A parliamentary report on murdered and missing aboriginal women that does not recommend a national public inquiry ignores the pleas of the families who have lost mothers, sisters and daughters, says the head of Canada's largest native group.
"The special committee on ending violence against indigenous women heard emotional, powerful and constructive testimony and yet it's clear those voices were not heard," Shawn Atleo, the National Chief of the Assembly of First Nations, said Friday after the release of a report that was a year in the making.
Mr. Atleo said the leadership of the Native Women's Association of Canada (NWAC), the Métis National Council and the Inuit Tapiriit Kanatami will meet Monday to discuss the next steps in their effort to convince the Conservative government that a inquiry is the only way to stop the violence.
Opposition MPs on the all-party committee, which was dominated by Conservatives and included six parliamentary secretaries to federal cabinet ministers, were quick to dismiss the document as a whitewash. The New Democrats and the Liberals both issued dissenting reports calling for a national public inquiry.
The official committee report instead recommends a public-awareness campaign, support for the family of victims, support for aboriginal communities, better police data, and action to reduce human trafficking.
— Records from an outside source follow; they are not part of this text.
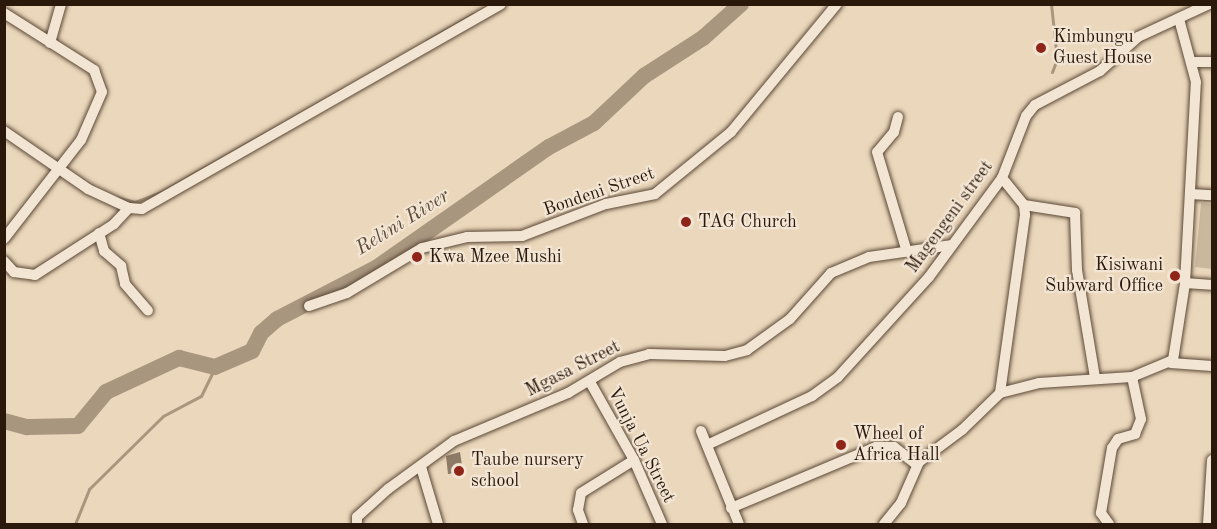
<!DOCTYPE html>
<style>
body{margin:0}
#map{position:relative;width:1217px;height:529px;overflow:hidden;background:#ebd7bb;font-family:"Old Standard TT",serif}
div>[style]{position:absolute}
.green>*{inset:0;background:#cab79d}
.stream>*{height:3px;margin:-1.5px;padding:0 1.5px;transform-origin:1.5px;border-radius:1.5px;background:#a9967f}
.river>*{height:16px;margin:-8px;padding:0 8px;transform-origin:8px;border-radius:8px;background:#a9967f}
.building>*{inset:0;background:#8e7b67}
.roads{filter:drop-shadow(0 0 2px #5a4837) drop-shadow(0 0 2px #5a4837)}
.minor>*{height:10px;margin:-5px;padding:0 5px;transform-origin:5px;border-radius:5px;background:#f2e5d3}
.dots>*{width:16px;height:16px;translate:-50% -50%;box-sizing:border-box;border:3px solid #f2e5d3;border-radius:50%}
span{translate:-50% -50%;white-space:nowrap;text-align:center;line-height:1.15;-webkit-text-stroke:4.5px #f2e5d3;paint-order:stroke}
.poi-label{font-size:18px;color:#2a180b}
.left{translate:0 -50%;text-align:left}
.right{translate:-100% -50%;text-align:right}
.street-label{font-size:18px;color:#2a180b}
.water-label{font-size:20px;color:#5d4a39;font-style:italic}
.frame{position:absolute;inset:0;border:6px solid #2a180b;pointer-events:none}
</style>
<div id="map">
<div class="green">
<i style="clip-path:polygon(1201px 203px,1212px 204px,1212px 269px,1195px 267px)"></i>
</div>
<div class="stream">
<i style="left:1051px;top:4px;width:55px;rotate:83.8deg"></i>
<i style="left:1057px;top:59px;width:14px;rotate:111deg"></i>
<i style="left:426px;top:41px;width:54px;rotate:-29.9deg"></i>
<i style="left:115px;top:197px;width:21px;rotate:14deg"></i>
<i style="left:135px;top:202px;width:28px;rotate:-21deg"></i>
<i style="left:161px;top:192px;width:209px;rotate:-29.5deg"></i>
<i style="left:75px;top:524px;width:38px;rotate:-68deg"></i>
<i style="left:89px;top:489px;width:104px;rotate:-44.6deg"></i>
<i style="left:163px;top:416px;width:43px;rotate:-27.8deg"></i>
<i style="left:201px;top:396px;width:32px;rotate:-64deg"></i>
</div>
<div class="river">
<i style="left:4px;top:421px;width:24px;rotate:15deg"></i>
<i style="left:27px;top:427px;width:51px;rotate:-1.1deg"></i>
<i style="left:78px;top:426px;width:44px;rotate:-50.5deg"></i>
<i style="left:106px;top:392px;width:81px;rotate:-25deg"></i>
<i style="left:179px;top:358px;width:37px;rotate:14deg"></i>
<i style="left:215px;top:367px;width:40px;rotate:-23.4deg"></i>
<i style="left:252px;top:351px;width:20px;rotate:-63deg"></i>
<i style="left:261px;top:333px;width:21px;rotate:-41deg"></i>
<i style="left:277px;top:319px;width:111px;rotate:-27.3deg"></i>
<i style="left:376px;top:268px;width:211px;rotate:-35deg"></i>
<i style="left:549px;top:147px;width:51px;rotate:-28.1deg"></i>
<i style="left:594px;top:123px;width:69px;rotate:-43.2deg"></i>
<i style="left:644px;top:76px;width:70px;rotate:-32.8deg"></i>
<i style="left:703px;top:38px;width:51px;rotate:-41.8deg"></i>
</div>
<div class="building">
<i style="clip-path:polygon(460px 452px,463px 472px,448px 474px,446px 456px)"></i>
</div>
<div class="roads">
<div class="minor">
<i style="left:4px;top:13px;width:107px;rotate:32.3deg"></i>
<i style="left:94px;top:70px;width:23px;rotate:70deg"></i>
<i style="left:102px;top:92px;width:52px;rotate:113.6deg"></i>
<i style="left:81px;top:140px;width:125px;rotate:127.9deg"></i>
<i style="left:50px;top:43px;width:41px;rotate:-74.2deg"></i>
<i style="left:1194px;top:62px;width:18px"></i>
<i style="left:898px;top:117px;width:16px;rotate:105deg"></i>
<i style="left:894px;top:132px;width:26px;rotate:130deg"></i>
<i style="left:877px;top:152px;width:104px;rotate:73.3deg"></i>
<i style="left:4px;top:131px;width:102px;rotate:34.6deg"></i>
<i style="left:88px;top:189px;width:45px;rotate:24.9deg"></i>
<i style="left:129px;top:208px;width:13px;rotate:4deg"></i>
<i style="left:142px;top:209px;width:413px;rotate:-29.7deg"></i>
<i style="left:1190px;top:194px;width:22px;rotate:3deg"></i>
<i style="left:1024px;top:205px;width:52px;rotate:8.9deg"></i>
<i style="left:1075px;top:213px;width:57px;rotate:88deg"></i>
<i style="left:1077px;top:270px;width:109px;rotate:80.5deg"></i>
<i style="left:99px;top:233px;width:19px;rotate:74deg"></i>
<i style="left:104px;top:251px;width:23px;rotate:41deg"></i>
<i style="left:121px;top:266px;width:18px;rotate:77deg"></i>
<i style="left:125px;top:284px;width:35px;rotate:49deg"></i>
<i style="left:4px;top:261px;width:15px;rotate:48deg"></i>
<i style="left:14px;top:272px;width:21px;rotate:8deg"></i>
<i style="left:35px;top:275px;width:94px;rotate:-32.8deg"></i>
<i style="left:114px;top:224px;width:22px;rotate:-47deg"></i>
<i style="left:1185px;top:283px;width:27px;rotate:4deg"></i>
<i style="left:309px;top:306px;width:40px;rotate:-18.9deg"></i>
<i style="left:347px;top:293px;width:87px;rotate:-31deg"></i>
<i style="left:422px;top:248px;width:46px;rotate:-13.7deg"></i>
<i style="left:467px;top:237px;width:55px;rotate:-1deg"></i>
<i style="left:522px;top:236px;width:90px;rotate:-20.9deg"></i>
<i style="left:606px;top:204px;width:50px;rotate:-11.5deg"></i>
<i style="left:655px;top:194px;width:98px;rotate:-39.2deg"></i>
<i style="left:731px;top:132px;width:166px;rotate:-50.4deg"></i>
<i style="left:1171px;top:363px;width:41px;rotate:4.2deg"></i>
<i style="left:590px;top:382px;width:90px;rotate:60.6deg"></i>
<i style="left:634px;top:460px;width:70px;rotate:66.4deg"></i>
<i style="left:1000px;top:393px;width:180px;rotate:-82deg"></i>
<i style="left:1025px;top:215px;width:10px;rotate:-96deg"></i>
<i style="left:1024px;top:205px;width:35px;rotate:-129deg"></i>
<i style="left:701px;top:431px;width:100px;rotate:67.8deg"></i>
<i style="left:707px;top:445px;width:116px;rotate:-25deg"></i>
<i style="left:812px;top:396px;width:32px;rotate:-36deg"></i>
<i style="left:838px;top:377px;width:135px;rotate:-47.7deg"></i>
<i style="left:929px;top:277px;width:123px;rotate:-53.6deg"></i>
<i style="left:1002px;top:178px;width:66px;rotate:-68.8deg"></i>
<i style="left:1026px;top:116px;width:14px;rotate:-51deg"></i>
<i style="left:1035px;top:105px;width:73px;rotate:-27.6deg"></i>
<i style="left:1100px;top:71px;width:51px;rotate:-41.8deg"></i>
<i style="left:1138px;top:37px;width:78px;rotate:-24.9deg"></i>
<i style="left:421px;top:467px;width:59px;rotate:73.4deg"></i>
<i style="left:731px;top:508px;width:157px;rotate:-22.8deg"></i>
<i style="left:876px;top:447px;width:18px"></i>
<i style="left:894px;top:447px;width:29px;rotate:38deg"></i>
<i style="left:357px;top:524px;width:7px;rotate:-90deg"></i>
<i style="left:357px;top:517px;width:42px;rotate:-42.1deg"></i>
<i style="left:388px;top:489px;width:82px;rotate:-36deg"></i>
<i style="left:454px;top:441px;width:124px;rotate:-22.8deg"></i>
<i style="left:568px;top:393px;width:61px;rotate:-30.8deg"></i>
<i style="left:620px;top:362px;width:30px;rotate:-15deg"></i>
<i style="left:649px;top:354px;width:76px;rotate:1.5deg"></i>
<i style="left:725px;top:356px;width:23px;rotate:-15deg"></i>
<i style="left:747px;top:350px;width:53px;rotate:-35.8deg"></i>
<i style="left:790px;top:319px;width:62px;rotate:-48.3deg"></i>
<i style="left:831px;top:273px;width:41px;rotate:-22.8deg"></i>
<i style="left:869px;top:257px;width:84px;rotate:-8.2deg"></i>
<i style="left:583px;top:524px;width:15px;rotate:-110deg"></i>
<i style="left:578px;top:510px;width:17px;rotate:-80deg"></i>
<i style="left:581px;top:493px;width:62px;rotate:-31.9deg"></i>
<i style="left:884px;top:524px;width:27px;rotate:-51deg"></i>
<i style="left:901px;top:503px;width:45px;rotate:-66.3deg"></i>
<i style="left:919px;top:462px;width:54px;rotate:-36.7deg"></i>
<i style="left:962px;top:430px;width:53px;rotate:-44.2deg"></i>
<i style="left:1000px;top:393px;width:40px;rotate:-14.4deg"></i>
<i style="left:1039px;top:383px;width:93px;rotate:-3.7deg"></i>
<i style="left:1132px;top:377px;width:44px;rotate:-22.5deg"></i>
<i style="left:1173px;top:360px;width:78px;rotate:-81.1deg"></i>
<i style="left:1185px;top:283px;width:201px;rotate:-86.9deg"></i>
<i style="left:1196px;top:82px;width:65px;rotate:-105.1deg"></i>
<i style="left:1109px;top:524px;width:14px;rotate:-126deg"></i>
<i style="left:1101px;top:513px;width:66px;rotate:-80.4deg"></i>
<i style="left:1112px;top:448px;width:11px;rotate:-56deg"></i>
<i style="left:1118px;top:439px;width:18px;rotate:-16deg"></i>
<i style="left:1135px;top:434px;width:16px;rotate:-68deg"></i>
<i style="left:1141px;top:419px;width:43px;rotate:-102.1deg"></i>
<i style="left:1208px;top:524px;width:64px;rotate:-86.4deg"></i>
</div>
</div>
<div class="dots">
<i style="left:1041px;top:48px;background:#8f2418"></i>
<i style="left:686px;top:222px;background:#8f2418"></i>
<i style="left:417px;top:257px;background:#8f2418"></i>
<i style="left:1175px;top:276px;background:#8f2418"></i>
<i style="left:841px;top:445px;background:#8f2418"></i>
<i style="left:459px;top:471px;background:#8f2418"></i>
</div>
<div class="poi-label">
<span class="left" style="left:1053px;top:48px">Kimbungu<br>Guest House</span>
<span class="left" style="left:698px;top:222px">TAG Church</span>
<span class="left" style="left:429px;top:257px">Kwa Mzee Mushi</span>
<span class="right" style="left:1163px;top:276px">Kisiwani<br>Subward Office</span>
<span class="left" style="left:853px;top:445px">Wheel of<br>Africa Hall</span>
<span class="left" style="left:471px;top:471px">Taube nursery<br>school</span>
</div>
<div class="street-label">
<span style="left:599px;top:192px;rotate:-19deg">Bondeni Street</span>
<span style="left:950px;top:217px;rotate:-54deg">Magengeni street</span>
<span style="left:573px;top:369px;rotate:-27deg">Mgasa Street</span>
<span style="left:641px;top:445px;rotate:63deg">Vunja Ua Street</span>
</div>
<div class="water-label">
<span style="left:403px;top:223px;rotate:-32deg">Relini River</span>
</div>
<div class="frame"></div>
</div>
Carolyn Bennett, the Liberal critic for aboriginal affairs, said the report mostly urges the Conservative government to stay its course. "When you look at the recommendations, they are all very vague," Ms. Bennett told reporters. "They are now committing to carrying on what they are already doing."
Jean Crowder, the NDP critic for aboriginal affairs, said family members and friends of murdered and missing aboriginal women told the committee that the status quo simply wasn't good enough. "And what we saw today in the House of Commons was a report tabled by the Conservatives that basically said status quo is okay," Ms. Crowder said.
The federal Conservatives have consistently resisted the call for an inquiry. Justice Minister Peter MacKay argued again on Friday that the government has introduced wide-ranging measures to protect women and bring their killers to justice.
"We have tabled some 30 bills in the House of Commons, taken numerous initiatives across the country to directly invest in programs that help women and girls and especially those on reserve," Mr. MacKay said. "What we do not need now is to stop and talk and study. We need more action."
But Claudette Dumont-Smith, the executive director of NWAC, said an inquiry would study every angle of the problem in a way that has not been done before, and could compel people who have important information to testify. "Right now what's happening is that everything is piecemeal," Ms. Dumont-Smith said.
The report found that aboriginal women in Canada are more than three times as likely to be the target of victimization as non-aboriginal women.
A recent and comprehensive study by Maryanne Pearce, a PhD candidate at the University of Ottawa, found 824 cases in which native women have disappeared or been victims of homicides, dating back to the 1940s, with most of the cases occurring between 1990 and 2013.